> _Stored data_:
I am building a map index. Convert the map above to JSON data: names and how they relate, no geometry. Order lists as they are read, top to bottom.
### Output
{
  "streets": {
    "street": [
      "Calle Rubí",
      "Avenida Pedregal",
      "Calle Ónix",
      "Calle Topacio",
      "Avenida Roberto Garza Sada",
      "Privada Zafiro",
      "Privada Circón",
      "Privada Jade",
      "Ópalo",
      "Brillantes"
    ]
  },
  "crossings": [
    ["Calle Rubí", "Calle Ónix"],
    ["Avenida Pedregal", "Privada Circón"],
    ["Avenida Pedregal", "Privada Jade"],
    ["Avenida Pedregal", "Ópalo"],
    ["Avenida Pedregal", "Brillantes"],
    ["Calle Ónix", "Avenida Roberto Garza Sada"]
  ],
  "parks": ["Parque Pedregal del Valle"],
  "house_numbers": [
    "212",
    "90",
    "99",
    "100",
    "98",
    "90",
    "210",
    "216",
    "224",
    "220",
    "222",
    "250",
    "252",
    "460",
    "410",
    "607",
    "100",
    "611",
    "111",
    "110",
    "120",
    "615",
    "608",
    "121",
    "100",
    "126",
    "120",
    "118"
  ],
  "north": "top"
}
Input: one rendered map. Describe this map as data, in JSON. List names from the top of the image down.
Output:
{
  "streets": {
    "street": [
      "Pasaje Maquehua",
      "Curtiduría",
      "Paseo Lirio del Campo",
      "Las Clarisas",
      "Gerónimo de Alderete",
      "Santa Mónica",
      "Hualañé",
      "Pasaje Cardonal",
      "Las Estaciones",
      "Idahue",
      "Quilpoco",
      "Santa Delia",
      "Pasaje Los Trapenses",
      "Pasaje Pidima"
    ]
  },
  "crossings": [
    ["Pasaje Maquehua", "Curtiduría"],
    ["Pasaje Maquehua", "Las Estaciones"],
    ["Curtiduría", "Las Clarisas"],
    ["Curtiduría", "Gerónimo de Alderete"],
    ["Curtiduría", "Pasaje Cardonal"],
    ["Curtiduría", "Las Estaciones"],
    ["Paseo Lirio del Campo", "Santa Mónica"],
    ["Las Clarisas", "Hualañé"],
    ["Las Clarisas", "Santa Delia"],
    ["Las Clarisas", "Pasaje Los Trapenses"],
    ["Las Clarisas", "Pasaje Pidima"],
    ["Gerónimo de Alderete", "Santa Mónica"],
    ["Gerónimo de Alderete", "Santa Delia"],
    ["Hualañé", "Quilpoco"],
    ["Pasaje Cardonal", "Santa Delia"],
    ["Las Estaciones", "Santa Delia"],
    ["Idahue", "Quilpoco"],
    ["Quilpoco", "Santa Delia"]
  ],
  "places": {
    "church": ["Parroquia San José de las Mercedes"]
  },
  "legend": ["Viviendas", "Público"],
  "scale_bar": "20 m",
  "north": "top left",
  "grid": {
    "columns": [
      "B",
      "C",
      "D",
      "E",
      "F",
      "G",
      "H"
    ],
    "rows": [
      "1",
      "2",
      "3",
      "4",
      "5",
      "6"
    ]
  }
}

> _AIM OF THE EXERCISE_:
Retype every record above exactly.

> _RESPONSE AREA_:
I am building a map index. Convert the map above to JSON data: names and how they relate, no geometry. Order lists as they are read, top to bottom.
### Output
{
  "streets": {
    "street": [
      "Calle Rubí",
      "Avenida Pedregal",
      "Calle Ónix",
      "Calle Topacio",
      "Avenida Roberto Garza Sada",
      "Privada Zafiro",
      "Privada Circón",
      "Privada Jade",
      "Ópalo",
      "Brillantes"
    ]
  },
  "crossings": [
    ["Calle Rubí", "Calle Ónix"],
    ["Avenida Pedregal", "Privada Circón"],
    ["Avenida Pedregal", "Privada Jade"],
    ["Avenida Pedregal", "Ópalo"],
    ["Avenida Pedregal", "Brillantes"],
    ["Calle Ónix", "Avenida Roberto Garza Sada"]
  ],
  "parks": ["Parque Pedregal del Valle"],
  "house_numbers": [
    "212",
    "90",
    "99",
    "100",
    "98",
    "90",
    "210",
    "216",
    "224",
    "220",
    "222",
    "250",
    "252",
    "460",
    "410",
    "607",
    "100",
    "611",
    "111",
    "110",
    "120",
    "615",
    "608",
    "121",
    "100",
    "126",
    "120",
    "118"
  ],
  "north": "top"
}
Input: one rendered map. Describe this map as data, in JSON. List names from the top of the image down.
Output:
{
  "streets": {
    "street": [
      "Pasaje Maquehua",
      "Curtiduría",
      "Paseo Lirio del Campo",
      "Las Clarisas",
      "Gerónimo de Alderete",
      "Santa Mónica",
      "Hualañé",
      "Pasaje Cardonal",
      "Las Estaciones",
      "Idahue",
      "Quilpoco",
      "Santa Delia",
      "Pasaje Los Trapenses",
      "Pasaje Pidima"
    ]
  },
  "crossings": [
    ["Pasaje Maquehua", "Curtiduría"],
    ["Pasaje Maquehua", "Las Estaciones"],
    ["Curtiduría", "Las Clarisas"],
    ["Curtiduría", "Gerónimo de Alderete"],
    ["Curtiduría", "Pasaje Cardonal"],
    ["Curtiduría", "Las Estaciones"],
    ["Paseo Lirio del Campo", "Santa Mónica"],
    ["Las Clarisas", "Hualañé"],
    ["Las Clarisas", "Santa Delia"],
    ["Las Clarisas", "Pasaje Los Trapenses"],
    ["Las Clarisas", "Pasaje Pidima"],
    ["Gerónimo de Alderete", "Santa Mónica"],
    ["Gerónimo de Alderete", "Santa Delia"],
    ["Hualañé", "Quilpoco"],
    ["Pasaje Cardonal", "Santa Delia"],
    ["Las Estaciones", "Santa Delia"],
    ["Idahue", "Quilpoco"],
    ["Quilpoco", "Santa Delia"]
  ],
  "places": {
    "church": ["Parroquia San José de las Mercedes"]
  },
  "legend": ["Viviendas", "Público"],
  "scale_bar": "20 m",
  "north": "top left",
  "grid": {
    "columns": [
      "B",
      "C",
      "D",
      "E",
      "F",
      "G",
      "H"
    ],
    "rows": [
      "1",
      "2",
      "3",
      "4",
      "5",
      "6"
    ]
  }
}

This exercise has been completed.